Data BPS 2016 juga menunjukkan satu dari empat balita di Indonesia
mengkonsumsi kalori kurang dari kebutuhan minimumnya. Sedangkan data dari
Pantauan Status Gizi (PSG) menunjukkan pada tahun yang sama jumlah balita
stunting mencapai 27,5 persen. Hal ini masih menjadi masalah bagi dunia
kesehatan karena berdasarkan rekomendasi WHO jumlah balita stunting harus di
bawah 5 persen.
Tingginya kasus stunting dan gizi buruk menempatkan Indonesia pada
peringkat kelima terburuk di dunia. Sedangkan stunting dan gizi buruk berisiko
paling besar terjadi pada keluarga miskin.
Hal ini harus menjadi perhatian khusus bagi pemerintah. Karena
anak-anak adalah aset negara yang harus dijaga. Di tangan merekalah masa depan
bangsa ini akan dilanjutkan. Kemajuan bangsa ini akan banyak ditentukan dari
sejauh mana bangsa ini memberikan perhatian kepada anak-anak, tidak terkecuali
anak-anak pada rumah tangga miskin. Karena yang kita harapkan anak-anak miskin
ini tiak mewarisi kemiskinan orang tuanya.
Kemiskinan memang bukan satu-satunya penyebab terjadinya gizi buruk
dan stunting. Namun kurangnya pemahaman penduduk akan pentingnya asi, pemahaman
gizi beragam, kondisi lingkungan hingga salah dalam mengalokasikan pendapatan
merupakan atribut yang melekat pada penduduk miskin itu sendiri.
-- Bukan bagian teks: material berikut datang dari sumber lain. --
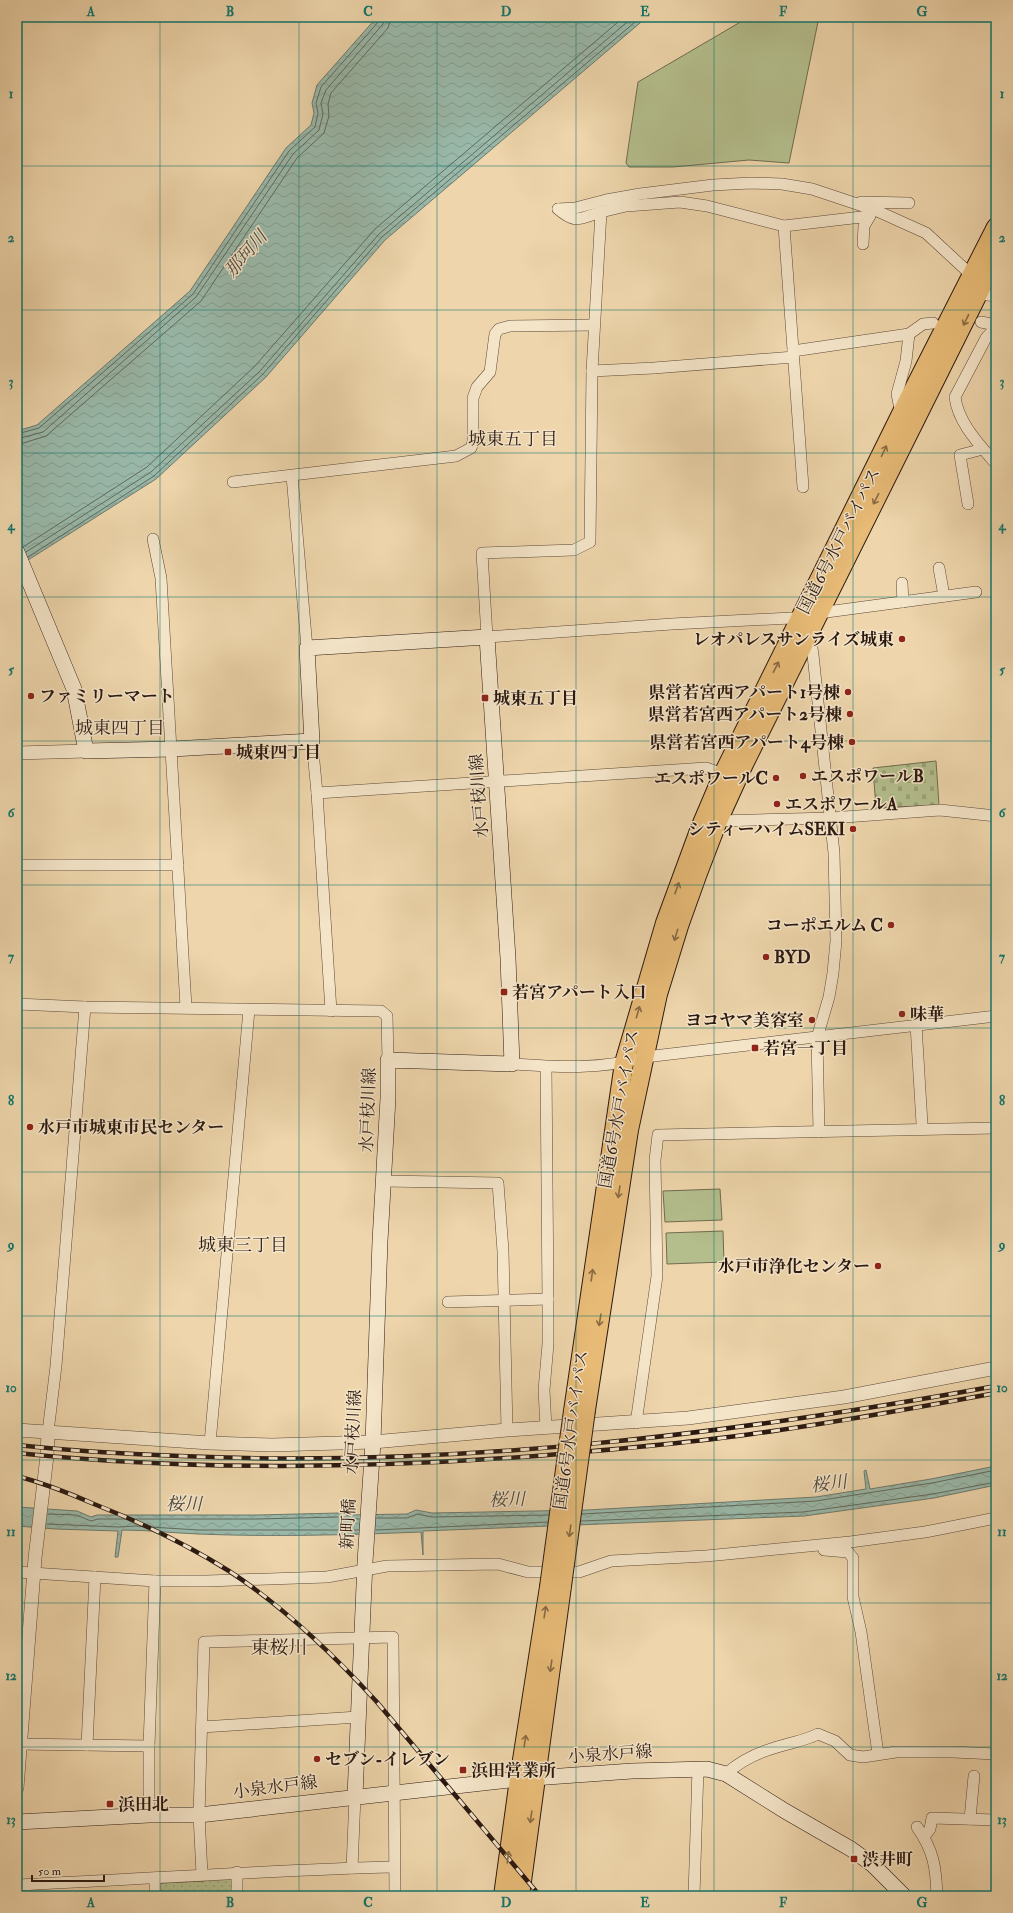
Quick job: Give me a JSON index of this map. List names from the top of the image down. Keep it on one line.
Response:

Menilik pada pengeluaran penduduk miskin, patut disayangkan bahwa
rokok masih menjadi pengeluaran terbesar kedua setelah beras. Pengeluaran untuk
rokok mencapai lebih dari 11 persen atau tiga kali lipat jika dibandingkan
untuk pengeluaran telur ayam, tiga kali lipat dari pengeluaran daging ayam, dan
7 kali lipat dari pengeluaran untuk tempe maupun tahu.
Sifat kecanduan rokok memaksa keluarga miskin di Indonesia
melupakan pemenuhan terhadap pemenuhan gizi keluarga. Hal yang juga tidak kalah
mengherankan bagi penduduk miskin adalah adanya pengeluaran untuk mie instan
yang mencapai 2,59 persen di perkotaan dan 2,31 persen di perdesaan.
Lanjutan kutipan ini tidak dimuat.